Enright, Anne (1962-…), an Irish author, won the 2007 Man Booker Prize for her novel The Gathering (2007). The award, now known as the Booker Prize, is the United Kingdom’s best-known literary award. Enright’s novel is an intense and often grim story about a troubled Irish-Catholic family. The central character is the middle-aged Veronica Hegarty. The suicide of her favorite brother, Liam, forces the grieving Veronica to examine her relationship to her family as well as her marriage. Critics praised The Gathering for its unflinching realism and its lyrical prose.

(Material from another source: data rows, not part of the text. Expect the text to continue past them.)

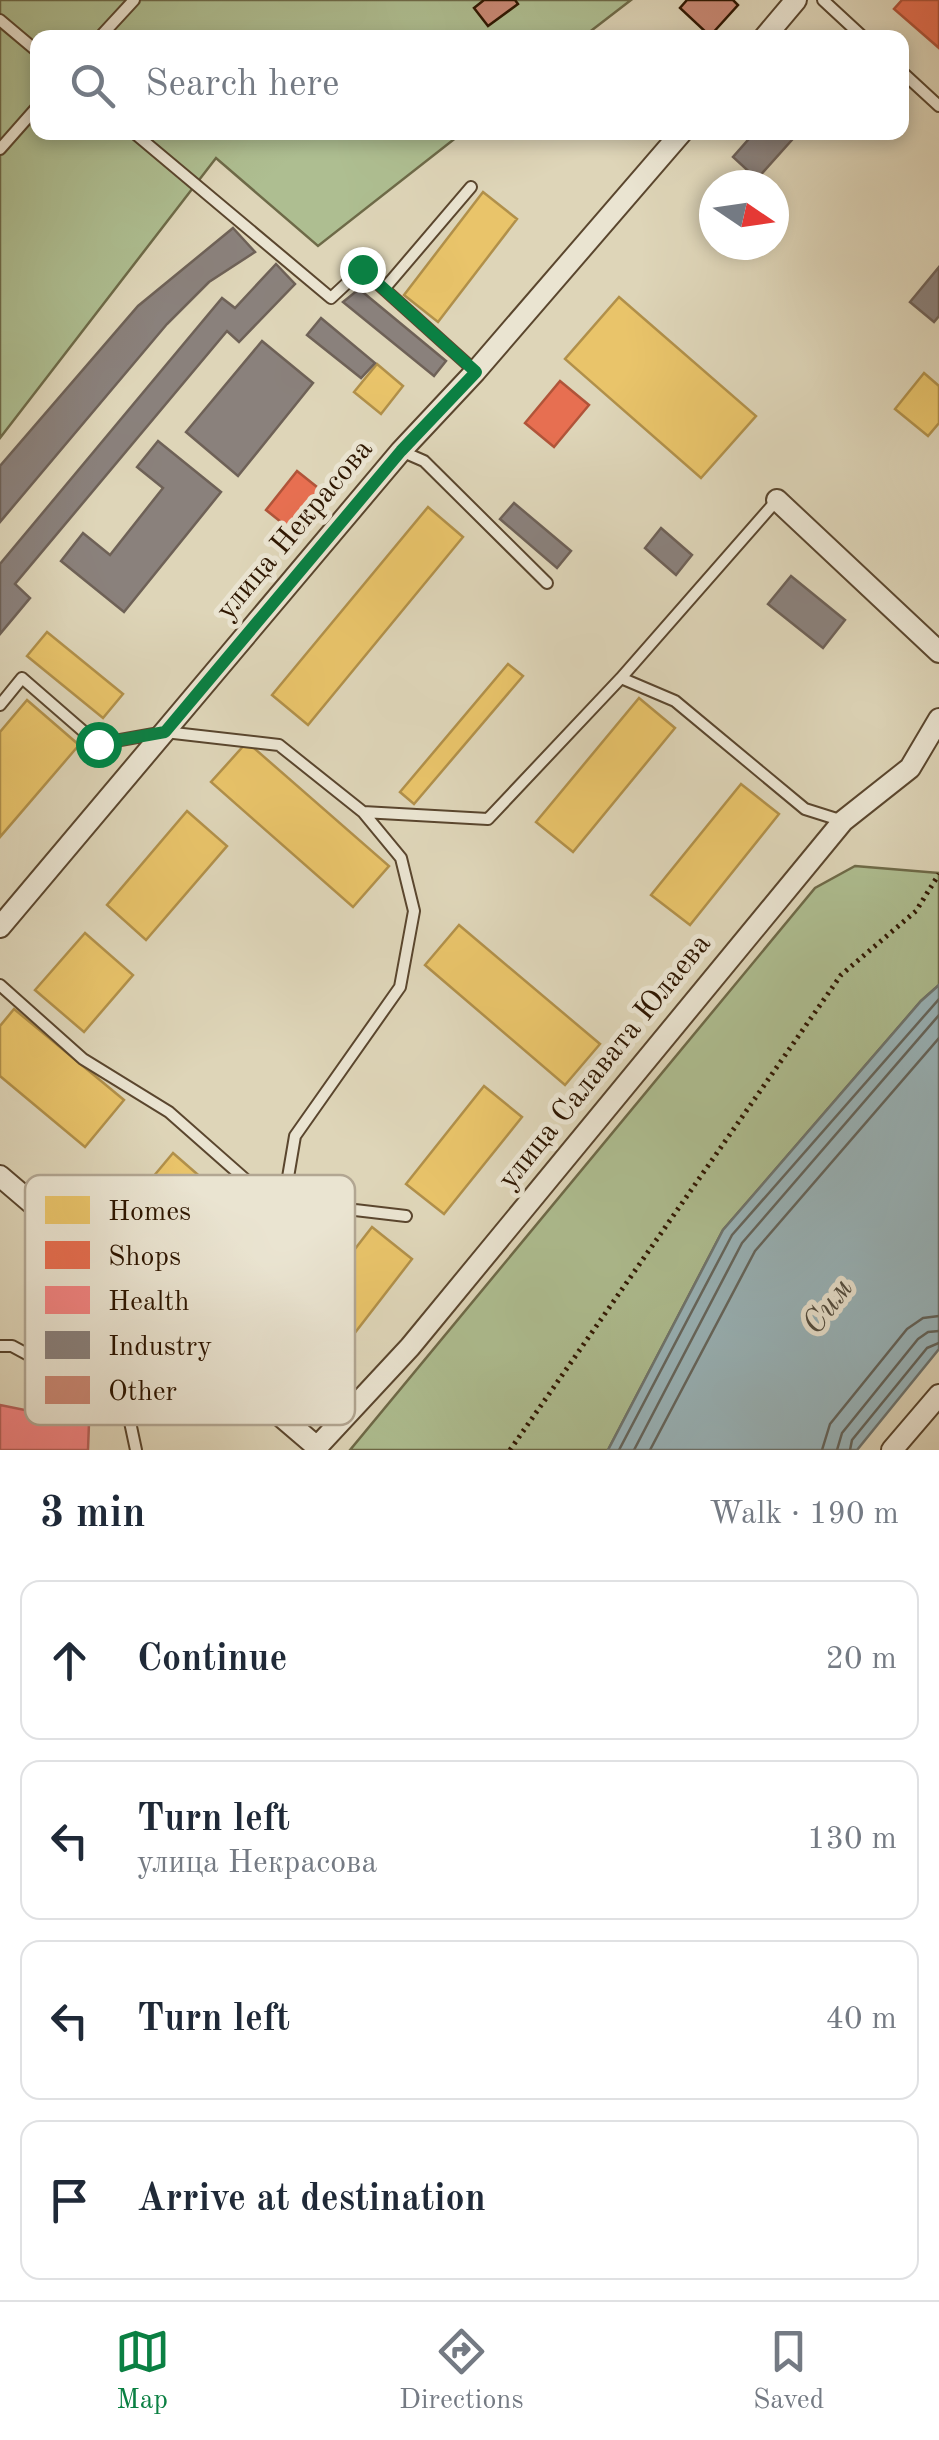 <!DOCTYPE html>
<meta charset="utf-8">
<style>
body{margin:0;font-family:"Old Standard TT",serif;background:#f2f2f3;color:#1f2937}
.compass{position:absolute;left:699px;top:170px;width:90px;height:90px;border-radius:50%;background:#fff;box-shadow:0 5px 15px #0003;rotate:103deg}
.stop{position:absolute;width:30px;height:30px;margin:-22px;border:8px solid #0b8043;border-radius:50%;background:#fff}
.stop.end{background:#0b8043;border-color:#fff;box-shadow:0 2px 10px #0008}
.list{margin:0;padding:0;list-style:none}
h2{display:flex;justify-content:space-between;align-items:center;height:130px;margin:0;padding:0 40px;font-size:42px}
h2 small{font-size:32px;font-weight:400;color:#747a83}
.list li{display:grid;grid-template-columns:65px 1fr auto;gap:30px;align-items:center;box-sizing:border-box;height:160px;margin:0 20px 20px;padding:0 20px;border:2px solid #e0e1e3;border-radius:20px}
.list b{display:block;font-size:38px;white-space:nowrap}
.list p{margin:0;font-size:32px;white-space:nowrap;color:#747a83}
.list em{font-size:32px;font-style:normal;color:#747a83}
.icon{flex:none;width:55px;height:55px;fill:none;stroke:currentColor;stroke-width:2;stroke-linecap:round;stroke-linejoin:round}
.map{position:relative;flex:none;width:939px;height:1450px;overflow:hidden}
.search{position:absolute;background:#fff;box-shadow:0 5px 15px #0003;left:30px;right:30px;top:30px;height:110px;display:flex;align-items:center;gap:25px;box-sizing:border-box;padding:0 35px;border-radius:20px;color:#747a83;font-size:38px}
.sheet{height:850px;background:#fff}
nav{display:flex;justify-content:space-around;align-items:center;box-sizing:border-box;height:140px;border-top:2px solid #e0e1e3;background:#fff;font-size:28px;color:#747a83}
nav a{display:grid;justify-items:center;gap:5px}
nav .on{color:#0b8043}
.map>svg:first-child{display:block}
</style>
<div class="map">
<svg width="939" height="1450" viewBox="0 0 939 1450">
<rect width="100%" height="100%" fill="#ded5b8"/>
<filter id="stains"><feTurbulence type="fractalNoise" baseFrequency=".002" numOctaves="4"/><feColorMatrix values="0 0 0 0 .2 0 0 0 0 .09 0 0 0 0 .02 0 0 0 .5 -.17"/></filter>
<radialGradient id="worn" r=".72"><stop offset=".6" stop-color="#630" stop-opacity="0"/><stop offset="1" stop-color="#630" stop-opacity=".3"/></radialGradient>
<path fill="#aebe91" stroke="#6e6a48" stroke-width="2.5" d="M0 0H631L583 37 38 38V132L462 133 318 246 216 158 0 438Z
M855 866 939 873V985L921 1001 723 1230 608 1450H350L815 888Z"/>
<path fill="#99b5bb" stroke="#6e7570" stroke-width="2.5" d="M939 985V1349L857 1450H608L723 1230 921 1001Z"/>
<path fill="#e9c46a" stroke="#b1904a" stroke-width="2.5" d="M483 192 517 219 438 322 404 295Z
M619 297 756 416 701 478 565 359Z
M377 364 403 386 381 414 354 392Z
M924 373 939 386V423L928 436 895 409Z
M428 507 463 537 308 725 272 695Z
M47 632 123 694 103 718 27 656Z
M508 664 523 676 414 804 400 792Z
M639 698 675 728 573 852 536 822Z
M27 700 79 745 0 837V732Z
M247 742 389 866 353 907 211 782Z
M741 784 779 814 690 925 651 895Z
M187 811 227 846 146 940 107 905Z
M459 925 600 1044 565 1085 425 965Z
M85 933 133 975 84 1032 35 990Z
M14 1009 124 1100 85 1147 0 1076V1026Z
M484 1086 522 1117 444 1214 406 1184Z
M173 1153 284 1250 252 1286 142 1190Z
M372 1227 412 1259 337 1356 296 1325Z"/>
<path fill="#e76f51" stroke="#b05439" stroke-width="2.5" d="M902 0H939V48L894 9Z
M560 381 589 405 554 447 525 423Z
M297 471 327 495 296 534 266 510Z"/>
<path fill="#f28482" stroke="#b7635b" stroke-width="2.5" d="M0 1405 89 1423 88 1450H0Z
M0 1405 89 1423 88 1450H0Z"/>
<path fill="#8a817c" stroke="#6e6157" stroke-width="2.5" d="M755 132H799L757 179 733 157Z
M233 228 255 252 209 282 167 324 0 522V466L138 306Z
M276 264 295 284 239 342 227 331 15 584 30 598 0 634V564L222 298 235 308Z
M939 267V316L934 322 910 302Z
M359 289 446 361 434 376 343 302Z
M321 318 375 363 361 378 307 335Z
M262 341 313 383 238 476 186 432Z
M158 441 221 492 124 612 61 561 83 533 110 555 163 488 137 467Z
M514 503 571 551 557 568 500 519Z
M661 528 692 555 676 575 645 548Z
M791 576 845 620 823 648 768 604Z"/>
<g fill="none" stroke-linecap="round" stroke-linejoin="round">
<path stroke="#64665e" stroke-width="2.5" d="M619 1450 732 1235 939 999
M634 1450 742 1243 939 1015
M650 1450 755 1251 939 1038
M822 1450 830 1424 907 1329 923 1318 939 1316
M837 1450 842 1433 918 1339 928 1332 939 1331
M850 1450 852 1440 927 1348 939 1343"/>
</g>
<path fill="#c98874" stroke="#2e1600" stroke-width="2.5" d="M484 0H515L518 4 488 26 474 8Z
M687 0H733L738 5 710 36 680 8Z"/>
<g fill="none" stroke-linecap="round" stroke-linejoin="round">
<defs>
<path id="lane" d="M823 0 864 38
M0 20 38 52
M99 38 134 0
M902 72 939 106
M133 132 331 298 362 269 384 289
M0 149 38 106
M471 187 384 289 475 371
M401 451 424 461 547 583
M621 678 777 500
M0 705 22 678 98 744 165 732 279 745 363 812 401 858 414 911 400 987 295 1136 285 1195
M363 812 488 819 621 678 675 701 805 809 843 821
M0 985 83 1059 169 1112 254 1187 355 1210 406 1216
M0 1346H12L127 1408 136 1450"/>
<path id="street" d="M764 38 796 0
M777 500 939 652
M0 927 401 451 475 372 682 132
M0 1176 317 1447 410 1347 843 821 910 768 939 719
M892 1450 939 1395"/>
</defs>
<use href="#lane" stroke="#5a462e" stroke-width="14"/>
<use href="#street" stroke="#5a462e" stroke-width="24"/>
<path stroke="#2e1600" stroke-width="5" stroke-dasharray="2.5 5" stroke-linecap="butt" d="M510 1450 841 975 916 911 939 874"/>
<use href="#lane" stroke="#eae4d1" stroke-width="10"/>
<use href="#street" stroke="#eae4d1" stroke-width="20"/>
</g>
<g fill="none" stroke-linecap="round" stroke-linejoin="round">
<path stroke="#0b8043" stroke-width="12" d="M98 744 165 732 401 451 476 372 362 269"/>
</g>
<g text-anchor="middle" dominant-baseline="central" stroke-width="10" stroke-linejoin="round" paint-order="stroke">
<g font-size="30" fill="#2e1600" stroke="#eae4d1">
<text transform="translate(295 530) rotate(-50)">улица Некрасова</text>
<text transform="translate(605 1062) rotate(-51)">улица Салавата Юлаева</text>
</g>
<g font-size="32" font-style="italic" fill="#534e41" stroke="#eae4d1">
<text transform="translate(829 1307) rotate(-53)">Сим</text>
</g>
</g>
<rect x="25" y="1175" width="330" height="250" rx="15" fill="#eae4d1" stroke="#b2a692" stroke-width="2.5"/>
<rect x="45" y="1196" width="45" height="28" fill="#e9c46a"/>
<rect x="45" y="1241" width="45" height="28" fill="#e76f51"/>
<rect x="45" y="1286" width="45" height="28" fill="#f28482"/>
<rect x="45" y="1331" width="45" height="28" fill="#8a817c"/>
<rect x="45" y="1376" width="45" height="28" fill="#c98874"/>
<g font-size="28" fill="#2e1600">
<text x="108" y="1220">Homes</text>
<text x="108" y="1265">Shops</text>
<text x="108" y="1310">Health</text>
<text x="108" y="1355">Industry</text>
<text x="108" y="1400">Other</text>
</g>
<rect width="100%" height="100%" filter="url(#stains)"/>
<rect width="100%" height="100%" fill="url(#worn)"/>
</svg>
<svg class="compass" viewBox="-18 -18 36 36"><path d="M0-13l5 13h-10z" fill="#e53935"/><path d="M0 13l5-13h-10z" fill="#747a83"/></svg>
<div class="stop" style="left:98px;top:744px"></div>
<div class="stop end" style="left:362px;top:269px"></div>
<div class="search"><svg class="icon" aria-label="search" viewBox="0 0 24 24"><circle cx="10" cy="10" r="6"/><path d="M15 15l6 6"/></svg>Search here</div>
</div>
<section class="sheet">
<h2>3 min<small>Walk · 190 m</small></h2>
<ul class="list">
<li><svg class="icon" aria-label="ahead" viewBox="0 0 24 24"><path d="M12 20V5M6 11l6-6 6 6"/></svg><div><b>Continue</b></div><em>20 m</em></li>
<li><svg class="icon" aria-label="left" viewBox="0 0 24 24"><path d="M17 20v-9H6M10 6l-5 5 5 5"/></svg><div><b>Turn left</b><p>улица Некрасова</p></div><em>130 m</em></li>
<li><svg class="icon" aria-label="left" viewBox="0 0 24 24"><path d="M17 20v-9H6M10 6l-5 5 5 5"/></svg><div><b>Turn left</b></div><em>40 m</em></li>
<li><svg class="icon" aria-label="arrive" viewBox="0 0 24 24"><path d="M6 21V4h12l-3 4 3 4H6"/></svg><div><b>Arrive at destination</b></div></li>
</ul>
</section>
<nav>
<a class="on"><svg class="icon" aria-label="map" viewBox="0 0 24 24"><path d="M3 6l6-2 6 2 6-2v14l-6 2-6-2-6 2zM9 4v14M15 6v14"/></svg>Map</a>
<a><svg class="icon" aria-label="directions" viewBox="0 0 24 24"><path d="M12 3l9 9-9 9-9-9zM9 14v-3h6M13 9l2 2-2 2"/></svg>Directions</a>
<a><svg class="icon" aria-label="saved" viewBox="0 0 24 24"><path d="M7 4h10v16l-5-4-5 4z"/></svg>Saved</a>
</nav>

Enright’s first published book was a collection of short stories, The Portable Virgin (1991). Her short stories were also collected in Taking Pictures (2008) and Yesterday’s Weather (2009). She joined six other Irish writers in contributing stories to a collection called Finbar’s Hotel (1999). Enright wrote the novels The Wig My Father Wore (1995), What Are You Like? (2000), The Pleasure of Eliza Lynch (2002), The Forgotten Waltz (2011), The Green Road (2015), and Actress (2020). Her essays on motherhood were collected in Making Babies: Stumbling into Motherhood (2004).
Enright was born in Dublin on Oct. 11, 1962. She studied at Trinity College in Dublin and earned an M.A. degree at the University of East Anglia in Norwich, England. Enright was a television producer in Dublin before turning to writing full-time in 1993.